About this task. Only the count should appear in your answer: how many lines of the data below contain the word "labels"?

Entries provided.
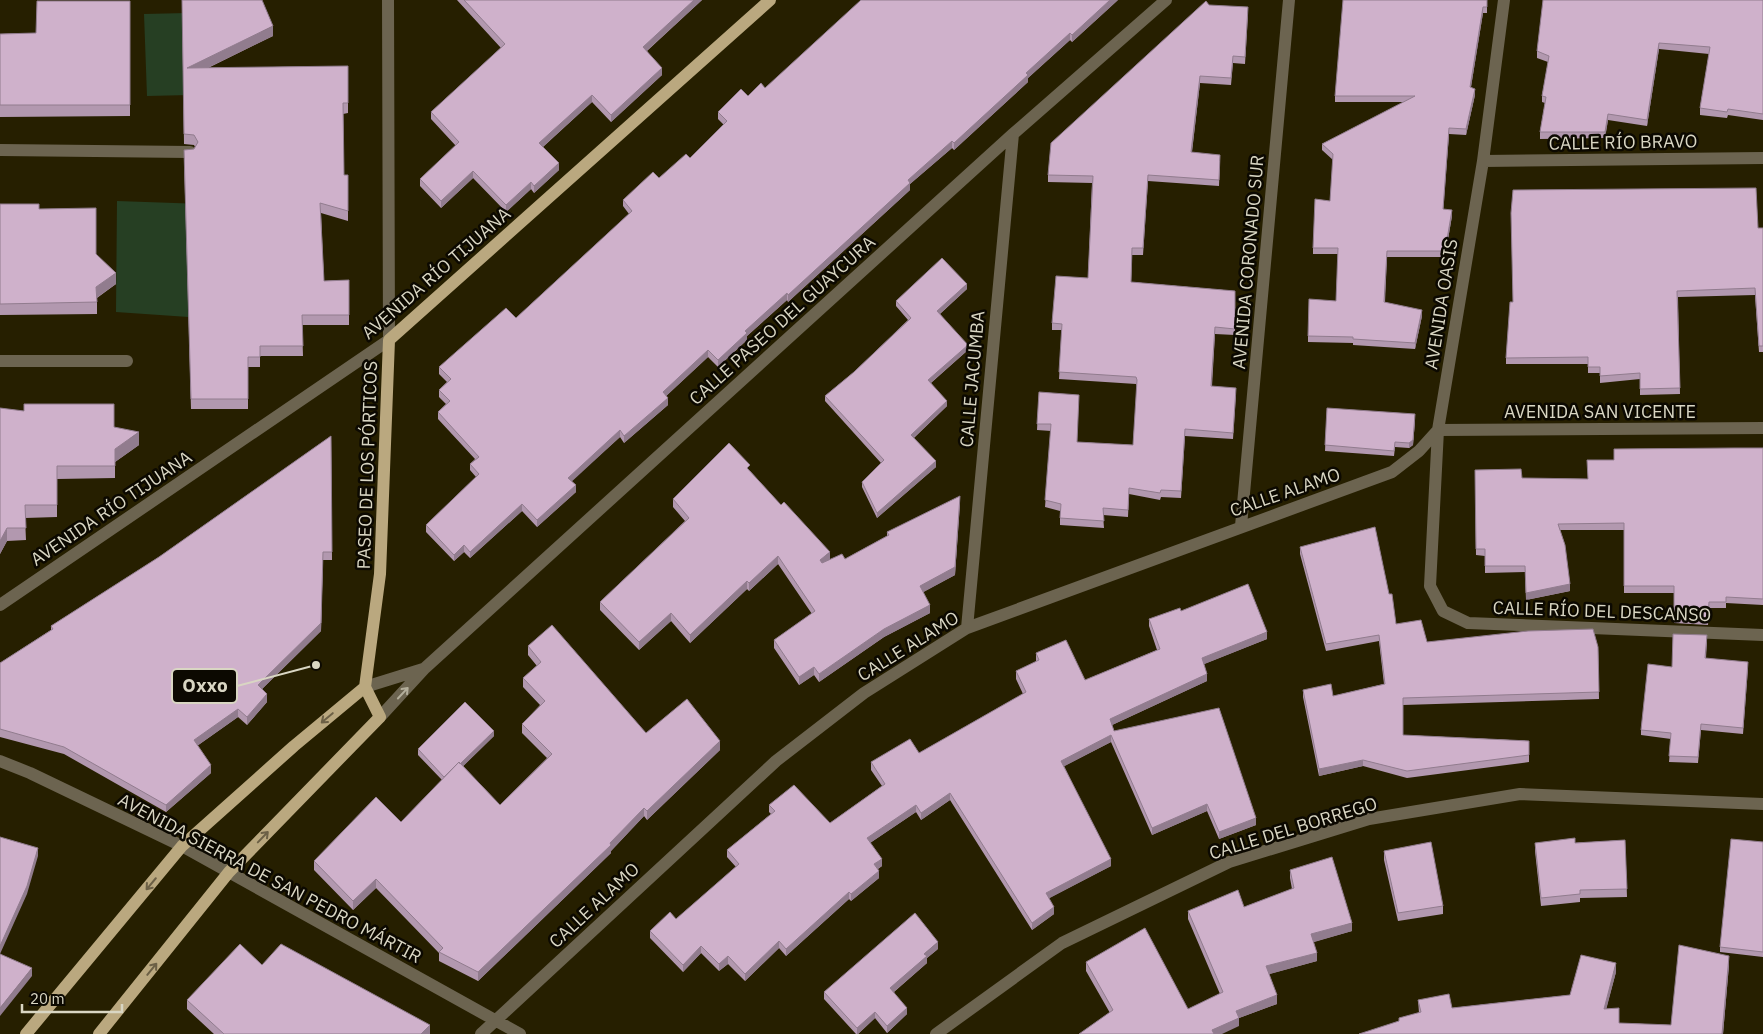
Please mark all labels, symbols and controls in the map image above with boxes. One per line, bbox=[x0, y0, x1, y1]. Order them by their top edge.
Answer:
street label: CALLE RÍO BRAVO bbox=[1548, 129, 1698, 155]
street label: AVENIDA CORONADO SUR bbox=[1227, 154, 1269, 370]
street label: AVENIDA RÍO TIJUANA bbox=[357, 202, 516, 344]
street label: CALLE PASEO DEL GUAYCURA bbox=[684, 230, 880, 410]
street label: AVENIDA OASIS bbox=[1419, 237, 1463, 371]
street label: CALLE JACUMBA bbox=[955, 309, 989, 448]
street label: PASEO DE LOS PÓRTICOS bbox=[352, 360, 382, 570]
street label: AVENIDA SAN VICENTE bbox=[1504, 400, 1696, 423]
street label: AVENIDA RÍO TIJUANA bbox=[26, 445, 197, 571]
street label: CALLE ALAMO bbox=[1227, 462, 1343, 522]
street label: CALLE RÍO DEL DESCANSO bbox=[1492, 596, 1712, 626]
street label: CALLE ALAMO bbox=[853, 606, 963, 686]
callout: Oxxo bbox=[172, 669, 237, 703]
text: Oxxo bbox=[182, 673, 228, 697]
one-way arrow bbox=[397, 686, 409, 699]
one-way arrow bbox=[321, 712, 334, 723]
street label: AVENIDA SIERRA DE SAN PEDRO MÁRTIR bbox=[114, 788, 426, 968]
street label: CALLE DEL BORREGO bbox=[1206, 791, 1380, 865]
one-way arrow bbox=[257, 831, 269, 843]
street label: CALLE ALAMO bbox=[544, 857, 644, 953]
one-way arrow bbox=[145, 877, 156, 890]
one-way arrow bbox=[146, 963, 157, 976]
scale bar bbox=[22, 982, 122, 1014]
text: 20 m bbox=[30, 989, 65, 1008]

* * *

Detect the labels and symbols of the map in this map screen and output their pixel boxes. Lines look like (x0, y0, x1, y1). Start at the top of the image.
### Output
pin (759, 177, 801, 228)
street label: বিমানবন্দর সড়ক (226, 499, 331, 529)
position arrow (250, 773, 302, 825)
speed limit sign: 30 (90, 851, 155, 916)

Response. 2